__ENTRIES SHOWN__:
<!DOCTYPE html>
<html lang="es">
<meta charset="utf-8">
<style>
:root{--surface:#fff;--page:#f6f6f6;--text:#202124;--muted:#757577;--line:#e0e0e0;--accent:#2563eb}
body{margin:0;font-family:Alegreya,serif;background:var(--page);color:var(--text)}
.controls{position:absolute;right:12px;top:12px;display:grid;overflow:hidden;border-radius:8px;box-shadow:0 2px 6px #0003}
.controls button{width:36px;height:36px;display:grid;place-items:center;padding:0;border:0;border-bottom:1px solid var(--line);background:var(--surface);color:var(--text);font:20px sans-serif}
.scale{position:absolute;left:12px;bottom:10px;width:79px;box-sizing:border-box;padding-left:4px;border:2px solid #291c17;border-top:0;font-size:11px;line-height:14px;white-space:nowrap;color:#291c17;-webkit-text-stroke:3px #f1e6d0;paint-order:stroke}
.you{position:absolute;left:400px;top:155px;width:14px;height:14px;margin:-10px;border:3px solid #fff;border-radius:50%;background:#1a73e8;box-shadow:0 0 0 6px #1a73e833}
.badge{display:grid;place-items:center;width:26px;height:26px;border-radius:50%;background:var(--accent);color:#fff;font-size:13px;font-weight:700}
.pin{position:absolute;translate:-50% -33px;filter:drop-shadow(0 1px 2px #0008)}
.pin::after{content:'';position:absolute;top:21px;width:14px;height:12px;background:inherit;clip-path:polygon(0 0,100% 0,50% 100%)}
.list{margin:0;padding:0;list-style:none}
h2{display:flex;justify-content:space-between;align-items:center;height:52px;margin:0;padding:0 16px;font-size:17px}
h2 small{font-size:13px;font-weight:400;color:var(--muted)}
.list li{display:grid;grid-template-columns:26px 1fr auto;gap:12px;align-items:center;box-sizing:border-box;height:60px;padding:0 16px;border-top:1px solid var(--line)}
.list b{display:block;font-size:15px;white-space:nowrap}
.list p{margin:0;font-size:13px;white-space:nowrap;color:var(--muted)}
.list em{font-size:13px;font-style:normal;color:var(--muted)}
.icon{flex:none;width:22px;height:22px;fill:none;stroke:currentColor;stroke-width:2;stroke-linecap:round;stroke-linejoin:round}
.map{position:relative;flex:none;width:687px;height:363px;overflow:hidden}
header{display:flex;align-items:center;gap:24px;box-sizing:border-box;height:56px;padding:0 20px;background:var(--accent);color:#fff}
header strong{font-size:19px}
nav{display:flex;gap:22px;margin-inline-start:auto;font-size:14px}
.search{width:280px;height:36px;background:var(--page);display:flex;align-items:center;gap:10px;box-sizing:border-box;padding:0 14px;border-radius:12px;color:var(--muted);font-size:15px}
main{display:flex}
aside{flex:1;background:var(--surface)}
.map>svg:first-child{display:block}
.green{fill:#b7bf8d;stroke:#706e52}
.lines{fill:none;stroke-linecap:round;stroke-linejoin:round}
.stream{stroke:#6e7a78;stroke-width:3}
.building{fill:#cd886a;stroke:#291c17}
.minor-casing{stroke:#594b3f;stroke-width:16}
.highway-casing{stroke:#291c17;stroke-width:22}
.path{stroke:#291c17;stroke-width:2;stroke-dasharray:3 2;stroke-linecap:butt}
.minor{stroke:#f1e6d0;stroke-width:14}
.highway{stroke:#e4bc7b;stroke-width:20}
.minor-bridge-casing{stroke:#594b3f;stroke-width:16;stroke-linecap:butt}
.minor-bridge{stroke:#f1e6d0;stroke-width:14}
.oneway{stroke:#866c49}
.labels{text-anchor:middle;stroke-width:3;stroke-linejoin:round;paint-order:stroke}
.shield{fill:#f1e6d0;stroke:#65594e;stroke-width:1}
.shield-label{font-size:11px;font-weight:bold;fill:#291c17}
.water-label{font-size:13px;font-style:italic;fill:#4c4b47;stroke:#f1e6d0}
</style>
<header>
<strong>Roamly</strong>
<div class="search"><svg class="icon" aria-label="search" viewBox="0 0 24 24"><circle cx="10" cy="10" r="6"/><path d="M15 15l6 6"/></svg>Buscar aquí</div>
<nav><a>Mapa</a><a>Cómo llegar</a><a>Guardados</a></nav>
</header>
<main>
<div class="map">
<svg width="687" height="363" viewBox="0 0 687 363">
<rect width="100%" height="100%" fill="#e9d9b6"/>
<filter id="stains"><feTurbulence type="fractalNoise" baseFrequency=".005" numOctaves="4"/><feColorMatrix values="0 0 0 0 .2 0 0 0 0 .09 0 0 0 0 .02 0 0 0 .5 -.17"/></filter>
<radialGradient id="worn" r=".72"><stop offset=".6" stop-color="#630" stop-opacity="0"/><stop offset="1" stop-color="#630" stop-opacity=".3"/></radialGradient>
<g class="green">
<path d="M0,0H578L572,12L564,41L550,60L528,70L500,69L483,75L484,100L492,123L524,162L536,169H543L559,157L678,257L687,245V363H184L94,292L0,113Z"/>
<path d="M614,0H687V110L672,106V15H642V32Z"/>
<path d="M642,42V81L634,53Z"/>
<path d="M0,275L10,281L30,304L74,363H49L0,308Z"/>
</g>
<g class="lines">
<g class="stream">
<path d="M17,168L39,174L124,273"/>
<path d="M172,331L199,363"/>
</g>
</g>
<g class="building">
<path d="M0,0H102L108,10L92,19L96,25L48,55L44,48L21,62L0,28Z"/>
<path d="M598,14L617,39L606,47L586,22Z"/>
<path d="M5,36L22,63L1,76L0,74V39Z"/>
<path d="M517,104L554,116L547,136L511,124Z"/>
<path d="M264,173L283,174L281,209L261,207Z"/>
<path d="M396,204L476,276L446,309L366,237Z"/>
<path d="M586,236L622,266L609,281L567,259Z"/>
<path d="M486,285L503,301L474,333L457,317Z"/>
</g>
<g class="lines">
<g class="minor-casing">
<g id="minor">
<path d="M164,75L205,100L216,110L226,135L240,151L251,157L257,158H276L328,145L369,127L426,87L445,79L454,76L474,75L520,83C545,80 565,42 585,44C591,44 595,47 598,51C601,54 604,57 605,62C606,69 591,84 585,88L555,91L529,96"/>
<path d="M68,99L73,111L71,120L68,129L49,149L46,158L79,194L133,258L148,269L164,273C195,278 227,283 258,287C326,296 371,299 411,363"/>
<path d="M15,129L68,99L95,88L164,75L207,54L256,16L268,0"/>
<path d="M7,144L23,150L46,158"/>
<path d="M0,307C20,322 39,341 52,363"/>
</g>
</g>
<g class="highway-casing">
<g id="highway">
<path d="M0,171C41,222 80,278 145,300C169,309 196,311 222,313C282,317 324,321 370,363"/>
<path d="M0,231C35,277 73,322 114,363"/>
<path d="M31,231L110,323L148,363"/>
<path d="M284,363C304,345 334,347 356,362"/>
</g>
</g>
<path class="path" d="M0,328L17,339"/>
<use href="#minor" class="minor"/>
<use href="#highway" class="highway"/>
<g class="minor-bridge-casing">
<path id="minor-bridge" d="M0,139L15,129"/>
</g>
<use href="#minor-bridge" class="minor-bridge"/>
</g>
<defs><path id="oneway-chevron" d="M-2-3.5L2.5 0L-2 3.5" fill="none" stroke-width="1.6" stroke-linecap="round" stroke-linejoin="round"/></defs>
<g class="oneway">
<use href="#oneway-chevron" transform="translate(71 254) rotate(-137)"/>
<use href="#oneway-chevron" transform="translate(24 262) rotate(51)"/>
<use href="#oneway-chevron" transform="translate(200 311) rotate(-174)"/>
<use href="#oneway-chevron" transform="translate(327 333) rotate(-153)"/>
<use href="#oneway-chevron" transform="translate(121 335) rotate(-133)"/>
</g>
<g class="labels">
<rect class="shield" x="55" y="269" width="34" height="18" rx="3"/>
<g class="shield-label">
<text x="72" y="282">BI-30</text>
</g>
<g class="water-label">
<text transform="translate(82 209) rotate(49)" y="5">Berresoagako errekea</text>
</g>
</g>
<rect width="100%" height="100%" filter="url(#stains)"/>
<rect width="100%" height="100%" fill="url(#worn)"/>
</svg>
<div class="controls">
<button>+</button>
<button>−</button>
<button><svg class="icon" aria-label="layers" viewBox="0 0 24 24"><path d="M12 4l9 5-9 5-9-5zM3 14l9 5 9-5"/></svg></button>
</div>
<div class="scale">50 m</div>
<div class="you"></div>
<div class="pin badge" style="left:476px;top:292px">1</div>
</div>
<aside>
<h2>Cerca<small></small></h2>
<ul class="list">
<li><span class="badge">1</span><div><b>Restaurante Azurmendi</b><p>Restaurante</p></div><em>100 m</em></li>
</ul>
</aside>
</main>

__GOAL OF THE EXERCISE__: Where in the entries does the word "solid" occur? Copy out each line that has it.

__RESPONSE TO THIS EXERCISE__:
.controls button{width:36px;height:36px;display:grid;place-items:center;padding:0;border:0;border-bottom:1px solid var(--line);background:var(--surface);color:var(--text);font:20px sans-serif}
.scale{position:absolute;left:12px;bottom:10px;width:79px;box-sizing:border-box;padding-left:4px;border:2px solid #291c17;border-top:0;font-size:11px;line-height:14px;white-space:nowrap;color:#291c17;-webkit-text-stroke:3px #f1e6d0;paint-order:stroke}
.you{position:absolute;left:400px;top:155px;width:14px;height:14px;margin:-10px;border:3px solid #fff;border-radius:50%;background:#1a73e8;box-shadow:0 0 0 6px #1a73e833}
.list li{display:grid;grid-template-columns:26px 1fr auto;gap:12px;align-items:center;box-sizing:border-box;height:60px;padding:0 16px;border-top:1px solid var(--line)}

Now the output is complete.